GOAL OF THE EXERCISE -
Lines of the listing that contain "stream" need to be copied.

INFORMATION -
--- START ---

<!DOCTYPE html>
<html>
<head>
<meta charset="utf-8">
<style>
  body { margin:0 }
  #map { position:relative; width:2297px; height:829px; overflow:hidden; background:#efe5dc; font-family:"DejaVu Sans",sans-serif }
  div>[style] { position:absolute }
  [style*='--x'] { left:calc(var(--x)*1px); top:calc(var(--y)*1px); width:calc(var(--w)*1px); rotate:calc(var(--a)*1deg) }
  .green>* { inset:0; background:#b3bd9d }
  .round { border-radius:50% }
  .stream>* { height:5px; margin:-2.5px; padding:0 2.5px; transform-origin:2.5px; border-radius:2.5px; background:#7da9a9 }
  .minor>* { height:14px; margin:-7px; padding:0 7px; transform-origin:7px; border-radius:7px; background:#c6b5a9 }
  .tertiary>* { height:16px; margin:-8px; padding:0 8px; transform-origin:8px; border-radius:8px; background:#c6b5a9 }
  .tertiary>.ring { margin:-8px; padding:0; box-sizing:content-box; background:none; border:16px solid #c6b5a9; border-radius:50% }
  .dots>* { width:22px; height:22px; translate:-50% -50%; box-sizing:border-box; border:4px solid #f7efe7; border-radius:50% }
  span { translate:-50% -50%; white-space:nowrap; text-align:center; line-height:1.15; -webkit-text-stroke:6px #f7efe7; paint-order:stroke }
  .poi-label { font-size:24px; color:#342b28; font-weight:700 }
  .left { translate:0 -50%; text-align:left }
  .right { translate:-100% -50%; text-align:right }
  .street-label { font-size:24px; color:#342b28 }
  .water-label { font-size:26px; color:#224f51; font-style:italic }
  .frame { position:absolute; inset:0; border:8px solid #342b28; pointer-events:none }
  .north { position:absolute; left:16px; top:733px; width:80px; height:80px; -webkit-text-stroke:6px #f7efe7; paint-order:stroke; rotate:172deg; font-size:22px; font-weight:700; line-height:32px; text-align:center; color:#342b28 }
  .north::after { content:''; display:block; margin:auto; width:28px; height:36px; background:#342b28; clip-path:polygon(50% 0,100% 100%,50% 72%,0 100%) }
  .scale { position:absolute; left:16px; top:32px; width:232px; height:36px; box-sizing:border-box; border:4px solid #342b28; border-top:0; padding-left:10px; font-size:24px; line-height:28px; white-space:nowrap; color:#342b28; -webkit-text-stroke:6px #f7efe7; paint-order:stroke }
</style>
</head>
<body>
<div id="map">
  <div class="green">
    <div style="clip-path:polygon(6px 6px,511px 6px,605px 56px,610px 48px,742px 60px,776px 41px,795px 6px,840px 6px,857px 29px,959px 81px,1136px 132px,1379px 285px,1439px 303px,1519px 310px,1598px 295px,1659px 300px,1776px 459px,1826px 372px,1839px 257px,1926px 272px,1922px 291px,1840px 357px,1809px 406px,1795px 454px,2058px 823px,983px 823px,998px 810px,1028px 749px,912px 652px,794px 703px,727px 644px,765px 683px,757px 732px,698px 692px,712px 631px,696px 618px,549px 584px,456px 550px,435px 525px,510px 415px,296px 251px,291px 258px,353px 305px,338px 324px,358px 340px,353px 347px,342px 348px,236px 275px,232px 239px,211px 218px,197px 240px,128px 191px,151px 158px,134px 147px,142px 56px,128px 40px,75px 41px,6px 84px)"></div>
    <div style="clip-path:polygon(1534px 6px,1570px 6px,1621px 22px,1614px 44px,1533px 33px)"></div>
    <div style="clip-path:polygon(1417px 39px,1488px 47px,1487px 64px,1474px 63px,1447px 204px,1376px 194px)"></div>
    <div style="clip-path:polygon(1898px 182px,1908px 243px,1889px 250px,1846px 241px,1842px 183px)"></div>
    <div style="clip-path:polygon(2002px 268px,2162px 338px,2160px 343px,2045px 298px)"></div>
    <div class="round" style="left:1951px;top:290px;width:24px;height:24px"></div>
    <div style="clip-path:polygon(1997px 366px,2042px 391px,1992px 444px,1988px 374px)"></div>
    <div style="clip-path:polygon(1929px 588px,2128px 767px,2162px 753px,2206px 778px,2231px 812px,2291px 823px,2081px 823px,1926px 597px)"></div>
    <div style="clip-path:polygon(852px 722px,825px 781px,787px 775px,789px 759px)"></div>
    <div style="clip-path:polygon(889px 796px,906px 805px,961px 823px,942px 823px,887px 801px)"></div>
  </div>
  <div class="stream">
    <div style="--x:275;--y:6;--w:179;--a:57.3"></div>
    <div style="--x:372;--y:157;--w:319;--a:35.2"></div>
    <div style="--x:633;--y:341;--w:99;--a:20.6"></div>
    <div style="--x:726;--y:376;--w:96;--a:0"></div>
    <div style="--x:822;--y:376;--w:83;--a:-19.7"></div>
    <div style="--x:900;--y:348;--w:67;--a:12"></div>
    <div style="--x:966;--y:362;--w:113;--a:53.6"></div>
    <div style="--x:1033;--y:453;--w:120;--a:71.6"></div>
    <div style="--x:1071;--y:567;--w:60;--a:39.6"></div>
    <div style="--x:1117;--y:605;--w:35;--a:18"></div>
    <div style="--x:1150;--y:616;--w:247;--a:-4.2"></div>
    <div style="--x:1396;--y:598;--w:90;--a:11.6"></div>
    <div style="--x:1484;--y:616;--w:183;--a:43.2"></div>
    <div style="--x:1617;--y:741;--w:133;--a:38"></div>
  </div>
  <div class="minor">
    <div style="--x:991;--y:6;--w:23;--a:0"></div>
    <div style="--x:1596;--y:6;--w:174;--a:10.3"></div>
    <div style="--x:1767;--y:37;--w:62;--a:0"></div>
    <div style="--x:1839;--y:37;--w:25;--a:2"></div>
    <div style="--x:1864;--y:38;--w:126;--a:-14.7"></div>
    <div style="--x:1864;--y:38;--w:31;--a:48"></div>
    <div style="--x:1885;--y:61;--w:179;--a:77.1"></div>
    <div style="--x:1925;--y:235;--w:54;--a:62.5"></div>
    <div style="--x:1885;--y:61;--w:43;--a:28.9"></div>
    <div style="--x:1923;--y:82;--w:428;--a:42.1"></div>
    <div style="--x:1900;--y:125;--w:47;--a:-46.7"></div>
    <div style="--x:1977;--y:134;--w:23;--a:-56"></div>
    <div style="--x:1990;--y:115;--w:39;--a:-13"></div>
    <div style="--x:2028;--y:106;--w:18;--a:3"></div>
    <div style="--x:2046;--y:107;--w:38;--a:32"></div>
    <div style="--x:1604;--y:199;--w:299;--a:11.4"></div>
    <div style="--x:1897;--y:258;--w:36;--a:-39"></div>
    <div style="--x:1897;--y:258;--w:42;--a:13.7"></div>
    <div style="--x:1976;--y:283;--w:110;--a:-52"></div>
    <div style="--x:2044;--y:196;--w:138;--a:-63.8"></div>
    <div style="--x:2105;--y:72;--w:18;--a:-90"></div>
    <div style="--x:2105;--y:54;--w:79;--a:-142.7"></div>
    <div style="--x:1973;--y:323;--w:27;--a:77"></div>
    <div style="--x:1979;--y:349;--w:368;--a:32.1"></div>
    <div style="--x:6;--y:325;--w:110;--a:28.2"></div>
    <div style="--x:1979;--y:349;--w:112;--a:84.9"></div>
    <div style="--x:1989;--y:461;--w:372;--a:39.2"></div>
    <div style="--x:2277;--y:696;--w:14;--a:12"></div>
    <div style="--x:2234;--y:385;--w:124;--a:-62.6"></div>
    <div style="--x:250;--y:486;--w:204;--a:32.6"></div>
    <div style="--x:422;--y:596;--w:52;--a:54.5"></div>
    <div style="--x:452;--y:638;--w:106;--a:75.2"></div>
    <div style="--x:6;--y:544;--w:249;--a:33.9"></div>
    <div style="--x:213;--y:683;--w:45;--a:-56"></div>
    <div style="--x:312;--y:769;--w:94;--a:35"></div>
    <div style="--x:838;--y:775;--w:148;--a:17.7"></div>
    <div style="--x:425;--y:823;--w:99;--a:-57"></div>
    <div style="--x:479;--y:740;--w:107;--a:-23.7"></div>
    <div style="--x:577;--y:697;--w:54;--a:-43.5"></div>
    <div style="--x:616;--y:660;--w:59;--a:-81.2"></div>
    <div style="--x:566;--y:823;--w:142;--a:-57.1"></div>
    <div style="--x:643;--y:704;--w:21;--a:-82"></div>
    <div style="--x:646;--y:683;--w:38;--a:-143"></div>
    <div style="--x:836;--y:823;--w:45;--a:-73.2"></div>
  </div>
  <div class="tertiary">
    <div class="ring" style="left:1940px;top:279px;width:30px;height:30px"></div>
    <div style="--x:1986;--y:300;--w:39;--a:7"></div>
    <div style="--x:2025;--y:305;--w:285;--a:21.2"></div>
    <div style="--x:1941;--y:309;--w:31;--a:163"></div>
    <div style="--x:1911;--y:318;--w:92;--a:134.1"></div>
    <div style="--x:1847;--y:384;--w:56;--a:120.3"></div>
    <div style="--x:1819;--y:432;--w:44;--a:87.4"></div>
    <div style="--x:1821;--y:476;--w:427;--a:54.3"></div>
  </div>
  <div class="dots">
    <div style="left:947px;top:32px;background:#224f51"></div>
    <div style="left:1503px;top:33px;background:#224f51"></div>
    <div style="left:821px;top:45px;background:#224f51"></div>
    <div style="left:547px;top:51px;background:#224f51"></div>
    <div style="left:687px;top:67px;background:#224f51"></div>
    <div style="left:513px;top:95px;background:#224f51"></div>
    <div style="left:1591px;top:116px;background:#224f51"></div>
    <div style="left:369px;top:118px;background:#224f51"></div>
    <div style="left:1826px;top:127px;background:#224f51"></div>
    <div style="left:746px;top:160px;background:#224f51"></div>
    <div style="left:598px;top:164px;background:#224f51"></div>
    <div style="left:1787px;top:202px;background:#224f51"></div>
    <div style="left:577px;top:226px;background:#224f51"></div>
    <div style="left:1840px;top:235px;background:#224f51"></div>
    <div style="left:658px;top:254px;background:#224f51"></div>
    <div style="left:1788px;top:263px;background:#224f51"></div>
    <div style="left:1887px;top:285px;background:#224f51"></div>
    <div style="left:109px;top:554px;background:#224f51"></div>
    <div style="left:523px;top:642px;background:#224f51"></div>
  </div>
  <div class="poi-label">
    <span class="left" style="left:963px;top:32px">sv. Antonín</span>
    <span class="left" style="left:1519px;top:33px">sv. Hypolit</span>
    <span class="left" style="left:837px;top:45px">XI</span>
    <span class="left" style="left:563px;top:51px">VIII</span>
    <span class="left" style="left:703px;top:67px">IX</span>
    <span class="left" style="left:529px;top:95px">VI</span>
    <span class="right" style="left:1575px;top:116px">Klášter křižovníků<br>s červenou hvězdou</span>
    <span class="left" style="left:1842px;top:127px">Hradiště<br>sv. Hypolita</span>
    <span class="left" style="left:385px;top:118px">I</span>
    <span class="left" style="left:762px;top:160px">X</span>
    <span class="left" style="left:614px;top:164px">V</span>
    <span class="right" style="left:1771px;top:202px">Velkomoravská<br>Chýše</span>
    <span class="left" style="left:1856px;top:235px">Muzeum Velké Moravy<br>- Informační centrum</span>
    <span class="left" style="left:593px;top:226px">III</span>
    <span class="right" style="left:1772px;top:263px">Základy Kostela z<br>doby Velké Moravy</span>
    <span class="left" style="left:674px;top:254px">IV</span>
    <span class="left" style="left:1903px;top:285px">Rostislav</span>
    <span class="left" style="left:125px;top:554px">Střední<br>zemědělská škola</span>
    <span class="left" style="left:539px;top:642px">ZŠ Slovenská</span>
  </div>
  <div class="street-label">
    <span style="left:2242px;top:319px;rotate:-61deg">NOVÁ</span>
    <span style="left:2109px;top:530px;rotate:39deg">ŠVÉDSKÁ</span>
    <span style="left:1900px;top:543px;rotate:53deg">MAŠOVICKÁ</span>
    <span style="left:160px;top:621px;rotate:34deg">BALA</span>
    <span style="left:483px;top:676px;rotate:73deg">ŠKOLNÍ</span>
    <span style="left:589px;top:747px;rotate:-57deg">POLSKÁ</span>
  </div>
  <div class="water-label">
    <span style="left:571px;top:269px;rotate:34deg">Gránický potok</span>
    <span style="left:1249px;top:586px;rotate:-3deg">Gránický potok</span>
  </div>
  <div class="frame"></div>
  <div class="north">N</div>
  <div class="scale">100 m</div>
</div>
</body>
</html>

--- END ---

REPLY TO THE TASK -
  .stream>* { height:5px; margin:-2.5px; padding:0 2.5px; transform-origin:2.5px; border-radius:2.5px; background:#7da9a9 }
  <div class="stream">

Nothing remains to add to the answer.